Home JOLENE SMOLA [Note 1] vs. DANIEL HIGGINS & another. [Note 2]

42 Mass. App. Ct. 724

March 14, 1997 - May 28, 1997

Worcester County


Where, under G. L. c. 111, s. 195, a certified copy of a report of the State laboratory for lead and lead poisoning detection is merely prima facie evidence of the facts stated therein and is thus subject to rebuttal, the fact that an order to delead premises, issued by the Department of Public Health and based on such a report, was not appealed from does not preclude rebuttal evidence challenging the report in a subsequent civil action. [727-728]
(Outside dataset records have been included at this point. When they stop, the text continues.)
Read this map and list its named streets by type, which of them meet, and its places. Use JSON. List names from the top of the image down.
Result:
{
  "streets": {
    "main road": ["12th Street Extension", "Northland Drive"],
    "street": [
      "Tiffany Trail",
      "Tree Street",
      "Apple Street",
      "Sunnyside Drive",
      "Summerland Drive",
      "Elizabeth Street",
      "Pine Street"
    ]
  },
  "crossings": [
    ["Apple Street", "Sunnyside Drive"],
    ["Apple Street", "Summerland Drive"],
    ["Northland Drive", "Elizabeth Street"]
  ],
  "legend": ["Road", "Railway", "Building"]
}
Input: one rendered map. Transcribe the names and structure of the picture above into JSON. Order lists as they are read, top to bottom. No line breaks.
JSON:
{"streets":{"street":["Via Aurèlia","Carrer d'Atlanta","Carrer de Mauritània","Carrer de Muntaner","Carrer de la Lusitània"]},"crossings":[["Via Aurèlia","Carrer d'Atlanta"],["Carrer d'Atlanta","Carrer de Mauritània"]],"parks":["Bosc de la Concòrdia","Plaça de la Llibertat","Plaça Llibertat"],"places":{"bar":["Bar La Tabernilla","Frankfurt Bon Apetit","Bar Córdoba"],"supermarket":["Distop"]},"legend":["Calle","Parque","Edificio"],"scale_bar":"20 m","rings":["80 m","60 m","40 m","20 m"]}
In a civil action, the summary judgment record disclosed genuine issues of material fact with respect to causation and liability that remained to be resolved at trial. [728-729]

CIVIL ACTION commenced in the Superior Court Department on January 14, 1993.

On transfer to the Worcester County Division of the Housing Court Department, a motion for summary judgment was heard by John G. Martin, J., and the case was reported by him to the Appeals Court.

Gerald T. Anglin for the defendants.

Chris A. Milne for the plaintiff.

Milinda Drew & Jeffrey M. Feuer for the Massachusetts Tenants Organization & another, amici curiae, submitted a brief.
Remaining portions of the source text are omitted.